> The basic idea is as follows: there is evidence that today's proteins emerged out of an ancient peptidic soup, one that may have left its mark on the evolutionary record. I.e., the proteins we see today may in some sense be formed out of primordial peptides. As proteins grew in size and complexity, it would have been advantageous to reuse existing components, to build bigger proteins from existing protein parts. We already know this is true on the level of protein domains, in that larger proteins are often comprised from chaining together smaller globular domains. But the phenomenon of reuse may go further, where even smaller protein fragments (handful of residues to dozens) may reflect an underlying evolutionary pressure to reuse working parts, fragments that fold in tried-and-tested ways (from the perspective of evolution.) If this is the case, then the space of naturally occurring proteins may occupy a very special "manifold", one that exhibits a hierarchical organization spanning small fragments to entire domains. Other evolutionary pressures could further drive the reuse phenomenon. For example, once a protein-protein or protein-DNA interface is established, presumably through some sort of structural motif, reusing that motif would present an efficient way for the cell to rewire its cellular circuitry. The end result of all this would be the emergence of something resembling a linguistic structure, a grammar that defines the reusable parts and how these parts can be combined to form larger assemblies. Given that this is biology, it’s unlikely to be rigid or minimal. It would be messy and hacky, with many exceptions and ad hoc evolutionary optimizations. But the manifold would be there, potentially discoverable and learnable.

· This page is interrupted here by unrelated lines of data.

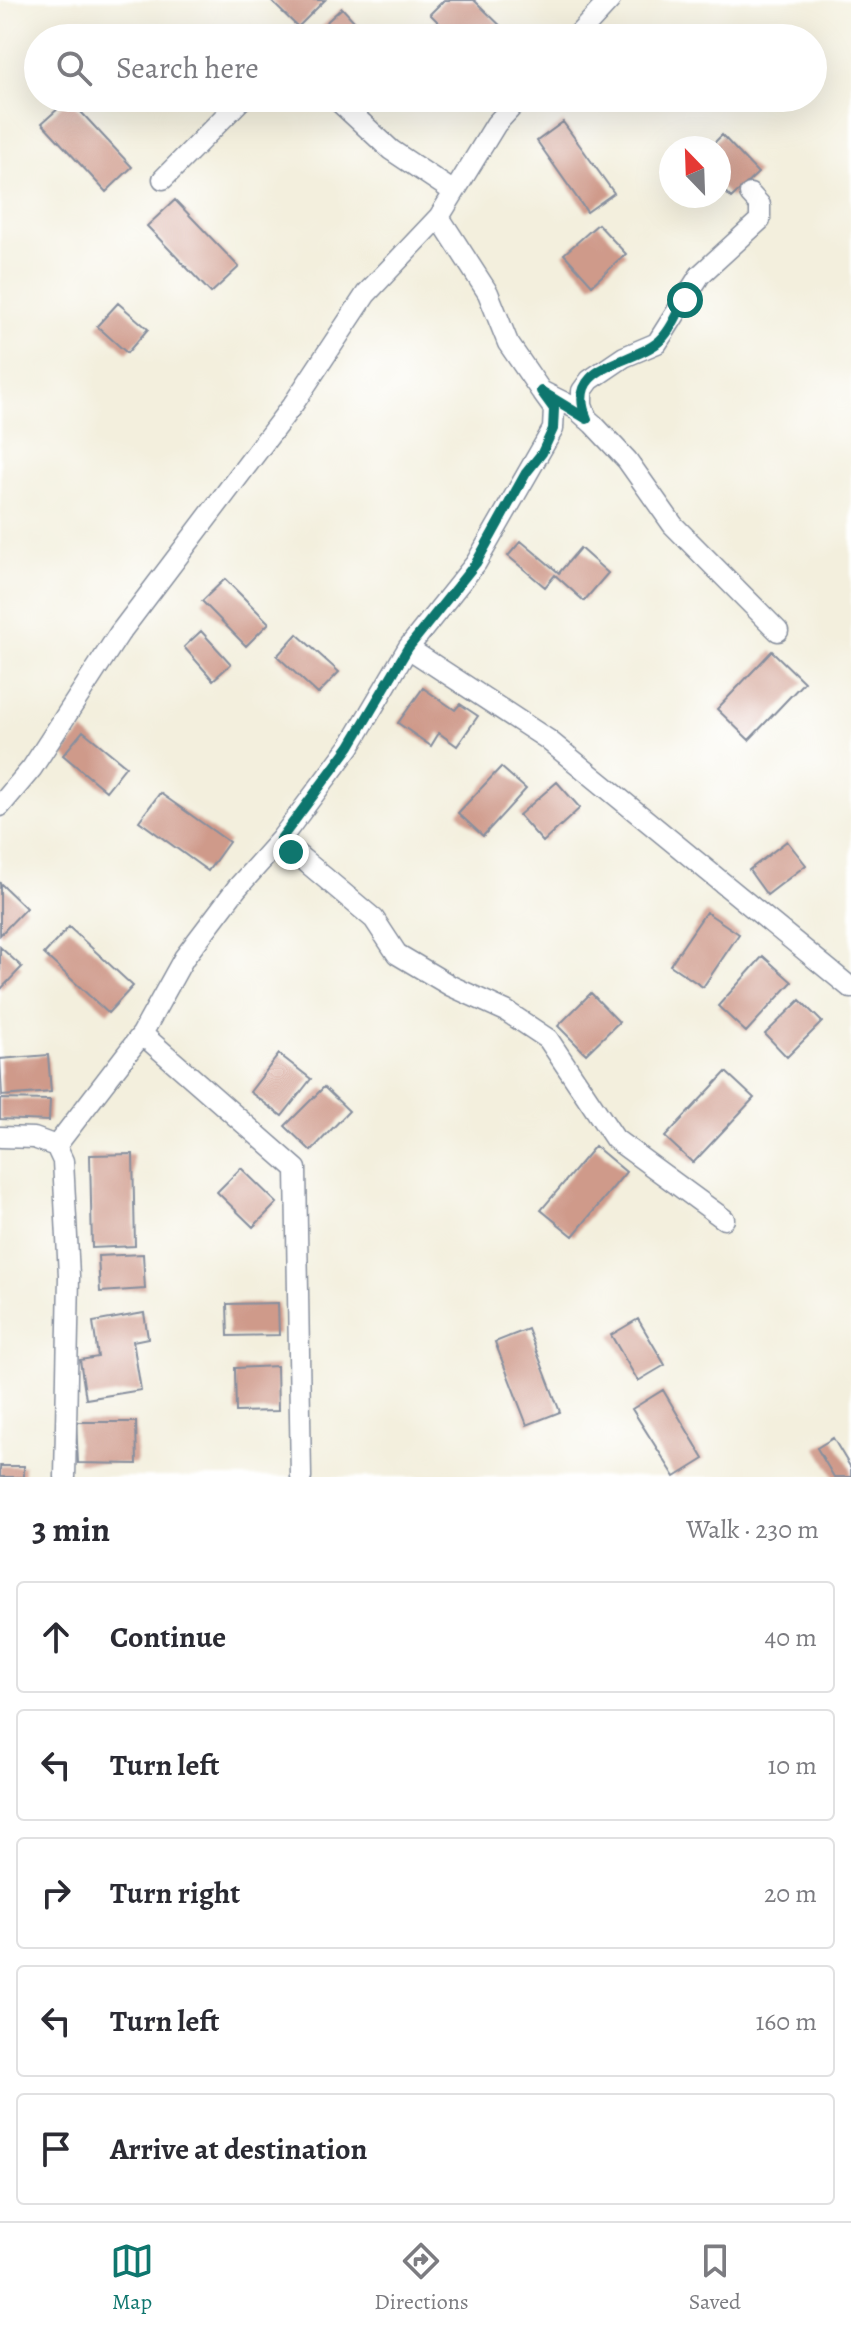 <!DOCTYPE html>
<html lang="en">
<head>
<meta charset="utf-8">
<style>
  :root { --surface:#fff; --page:#f7f7f7; --text:#2b2b33; --muted:#7c7c81; --line:#e1e1e2; --accent:#0f766e }
  body { margin:0; font-family:Alegreya,serif; background:var(--page); color:var(--text) }
  .compass { position:absolute; left:659px; top:136px; width:72px; height:72px; border-radius:50%; background:var(--surface); box-shadow:0 8px 32px #0002; rotate:337deg }
  .stop { position:absolute; width:24px; height:24px; margin:-18px; border:6px solid #0f766e; border-radius:50%; background:#fff }
  .stop.end { background:#0f766e; border-color:#fff; box-shadow:0 2px 8px #0008 }
  .list { margin:0; padding:0; list-style:none }
  h2 { display:flex; justify-content:space-between; align-items:center; height:104px; margin:0; padding:0 32px; font-size:34px }
  h2 small { font-size:26px; font-weight:400; color:var(--muted) }
  .list li { display:grid; grid-template-columns:52px 1fr auto; gap:24px; align-items:center; box-sizing:border-box; height:112px; margin:0 16px 16px; padding:0 16px; border:2px solid var(--line); border-radius:8px }
  .list b { display:block; font-size:30px; white-space:nowrap }
  .list em { font-size:26px; font-style:normal; color:var(--muted) }
  .icon { flex:none; width:44px; height:44px; fill:none; stroke:currentColor; stroke-width:2; stroke-linecap:round; stroke-linejoin:round }
  .map { position:relative; flex:none; width:851px; height:1477px; overflow:hidden }
  .search { position:absolute; background:var(--surface); box-shadow:0 8px 32px #0002; left:24px; right:24px; top:24px; height:88px; display:flex; align-items:center; gap:20px; box-sizing:border-box; padding:0 28px; border-radius:44px; color:var(--muted); font-size:30px }
  .sheet { height:744px; background:var(--surface) }
  nav { display:flex; justify-content:space-around; align-items:center; box-sizing:border-box; height:112px; border-top:2px solid var(--line); background:var(--surface); font-size:22px; color:var(--muted) }
  nav a { display:grid; justify-items:center; gap:4px }
  nav .on { color:var(--accent) }
  .map>svg:first-child { display:block }
</style>
</head>
<body>
<div class="map">
<svg width="851" height="1477" viewBox="0 0 851 1477">
  <rect width="100%" height="100%" fill="#fff"/>
  <filter id="ink" filterUnits="userSpaceOnUse"><feTurbulence type="fractalNoise" baseFrequency=".0125" numOctaves="2"/><feDisplacementMap in="SourceGraphic" scale="16" xChannelSelector="R" yChannelSelector="G"/><feConvolveMatrix kernelMatrix="1 2 1 2 8 2 1 2 1" color-interpolation-filters="sRGB"/></filter>
  <filter id="wash" filterUnits="userSpaceOnUse"><feTurbulence type="fractalNoise" baseFrequency=".006" numOctaves="4" result="noise"/><feDisplacementMap in="SourceGraphic" scale="32" xChannelSelector="R" yChannelSelector="G"/><feGaussianBlur stdDeviation="1.8" result="paint"/><feColorMatrix in="noise" values="0 0 0 0 0 0 0 0 0 0 0 0 0 0 0 0 0 1.4 0 .05"/><feComposite in="paint" operator="in"/></filter>
  <g filter="url(#wash)">
    <rect width="100%" height="100%" fill="#f3efdd"/>
    <g id="blocks">
      <path fill="#cf9a8a" d="M270,0H325L298,27Z
        M444,0H474L513,38H454L430,14Z
        M342,8L366,34L362,38H309Z
        M69,99L132,167L106,192L42,123Z
        M563,122L614,193L587,212L537,141Z
        M722,135L758,173L731,198L719,185V148H709Z
        M175,200L239,267L211,293L147,226Z
        M598,224L626,254L592,285L564,254Z
        M118,303L148,329L127,353L97,326Z
        M521,541L559,573L580,548L608,573L584,601L555,575L545,587L508,556Z
        M225,579L269,623L246,646L202,601Z
        M201,631L231,664L213,680L184,647Z
        M297,634L339,672L318,694L277,656Z
        M772,651L804,682L749,740L717,709Z
        M423,688L455,710L460,704L478,716L457,746L439,733L431,746L398,723Z
        M83,731L126,766L106,791L63,755Z
        M501,767L526,789L483,836L458,813Z
        M557,782L580,808L543,842L519,815Z
        M160,793L229,842L208,871L139,821Z
        M787,841L806,865L767,895L749,870Z
        M0,883L26,908L0,935Z
        M706,912L739,934L703,987L670,965Z
        M69,927L133,986L108,1013L44,954Z
        M0,947L22,967L0,990Z
        M763,956L792,982L746,1032L718,1006Z
        M591,993L619,1022L586,1054L558,1026Z
        M800,1000L822,1022L787,1057L765,1034Z
        M279,1054L311,1079L282,1116L250,1092Z
        M48,1055L51,1092L2,1096L0,1059Z
        M726,1072L754,1098L693,1163L665,1137Z
        M324,1087L349,1111L311,1151L285,1126Z
        M0,1099L50,1100L49,1121L0,1119Z
        M595,1146L626,1172L573,1236L541,1210Z
        M133,1154L135,1246L92,1248L90,1155Z
        M241,1168L277,1203L253,1227L217,1192Z
        M143,1254L145,1289L100,1292L98,1256Z
        M278,1303L279,1335L228,1336L227,1304Z
        M144,1313L148,1338L133,1341L141,1390L86,1399L80,1360L98,1357L93,1322Z
        M638,1319L665,1365L638,1381L611,1335Z
        M528,1329L560,1412L527,1425L495,1342Z
        M277,1366L278,1411L236,1412L235,1368Z
        M663,1390L704,1459L675,1477L632,1409Z
        M76,1422H136L137,1464L78,1463Z
        M833,1438L851,1468V1477H834L817,1448Z
        M0,1466H24V1477H0Z"/>
    </g>
  </g>
  <g filter="url(#ink)">
    <use href="#blocks" fill-opacity="0" stroke="#878f9e" stroke-width="2"/>
    <g fill="none" stroke-linecap="round" stroke-linejoin="round">
      <g stroke="#878f9e" stroke-width="23">
        <path id="street" d="M575,38L610,0
          M335,98L391,150L454,192
          M163,179L243,98
          M439,217L488,293L508,343L541,391L575,408L593,424L627,460L673,525L778,631
          M587,419L582,405V391L590,380L624,357L657,343L700,275L760,220V205L750,194
          M408,648L547,739L851,988
          M0,806L32,768L119,634L294,403L366,294L439,217L496,124L520,98
          M280,840L374,919L397,954L451,986L506,1011L548,1039L615,1139L724,1219
          M142,1034L296,1169L301,1477
          M0,1137L34,1138L56,1146L63,1161L69,1276L65,1477
          M56,1146L142,1034L184,958L237,888L280,840L350,746L408,648L476,563L553,429L554,409L541,391"/>
      </g>
      <use href="#street" stroke="#fff" stroke-width="20"/>
    </g>
  </g>
  <g fill="none" stroke-linecap="round" stroke-linejoin="round" filter="url(#ink)">
    <path stroke="#0f766e" stroke-width="10" d="M291,852L280,840L350,746L408,648L476,563L526,473L542,453L553,429L554,409L541,391L587,419C564,365 629,365 657,343C670,333 677,314 685,300"/>
  </g>
</svg>
<svg class="compass" viewBox="-18 -18 36 36"><path d="M0-13l5 13h-10z" fill="#e53935"/><path d="M0 13l5-13h-10z" fill="#7c7c81"/></svg>
<div class="stop" style="left:685px;top:300px"></div>
<div class="stop end" style="left:291px;top:852px"></div>
<div class="search"><svg class="icon" aria-label="search" viewBox="0 0 24 24"><circle cx="10" cy="10" r="6"/><path d="M15 15l6 6"/></svg>Search here</div>
</div>
<section class="sheet">
<h2>3 min<small>Walk · 230 m</small></h2>
<ul class="list">
<li><svg class="icon" aria-label="ahead" viewBox="0 0 24 24"><path d="M12 20V5M6 11l6-6 6 6"/></svg><div><b>Continue</b></div><em>40 m</em></li>
<li><svg class="icon" aria-label="left" viewBox="0 0 24 24"><path d="M17 20v-9H6M10 6l-5 5 5 5"/></svg><div><b>Turn left</b></div><em>10 m</em></li>
<li><svg class="icon" aria-label="right" viewBox="0 0 24 24"><path d="M7 20v-9h11M14 6l5 5-5 5"/></svg><div><b>Turn right</b></div><em>20 m</em></li>
<li><svg class="icon" aria-label="left" viewBox="0 0 24 24"><path d="M17 20v-9H6M10 6l-5 5 5 5"/></svg><div><b>Turn left</b></div><em>160 m</em></li>
<li><svg class="icon" aria-label="arrive" viewBox="0 0 24 24"><path d="M6 21V4h12l-3 4 3 4H6"/></svg><div><b>Arrive at destination</b></div></li>
</ul>
</section>
<nav>
<a class="on"><svg class="icon" aria-label="map" viewBox="0 0 24 24"><path d="M3 6l6-2 6 2 6-2v14l-6 2-6-2-6 2zM9 4v14M15 6v14"/></svg>Map</a>
<a><svg class="icon" aria-label="directions" viewBox="0 0 24 24"><path d="M12 3l9 9-9 9-9-9zM9 14v-3h6M13 9l2 2-2 2"/></svg>Directions</a>
<a><svg class="icon" aria-label="saved" viewBox="0 0 24 24"><path d="M7 4h10v16l-5-4-5 4z"/></svg>Saved</a>
</nav>
</body>
</html>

Instead of characters -> 'byte-pair-encoding'-like sequences -> words -> sentences, think primordial peptides -> simple protein parts -> more complicated protein components -> proteins. If this "protein linguistic hypothesis" is correct, I see no reason why the manifold wouldn't be discoverable and learnable with modern SGD techniques.
> So are RGNs a panacea? Not at all. This is very much a 1.0 release. They are raw and unpolished. Training them can be quite challenging, like I already mentioned. They do comparatively well on novel protein topologies, but that’s because everyone else does so poorly. They do silly things like predict pretty awful secondary structure, and their predictions can have steric clashes and the like.
If we accept his comparison to other results it seems RGNs have an unreasonable effectiveness for topologies...
I'm sure there's a predictable set of interactions, with a minimum, finite set of required loops to support cellular life as we know it. Above the minimum set of operations and repeatable cycles, there are almost certainly specialty routines, and perhaps no fixed limits on diversity of optional interactions, at the cellular/chemical level.
But for sure, there is also a boundary layer, for interactions between cells. This would have to represent an almost entirely different set of chemical interaction rules for signaling, with its own constraints, minimum requirements, and optional expressions.
So, it's useful to conceptualize in terms like this, but problems solved within the context of intracellular operations will only offer clues about tissue organization, and indeed, tissue requirements may drive the optional intracellular interactions more often than not, rather than the reverse. In cases where intracellular interactions drive extracellular organization, it's essentially leaky abstractions dictating the details of higher level implementation.
Instead of characters -> 'byte-pair-encoding'-like sequences -> words -> sentences, think primordial peptides -> simple protein parts -> more complicated protein components -> proteins. If this "protein linguistic hypothesis" is correct, I see no reason why the manifold wouldn't be discoverable and learnable with modern SGD techniques.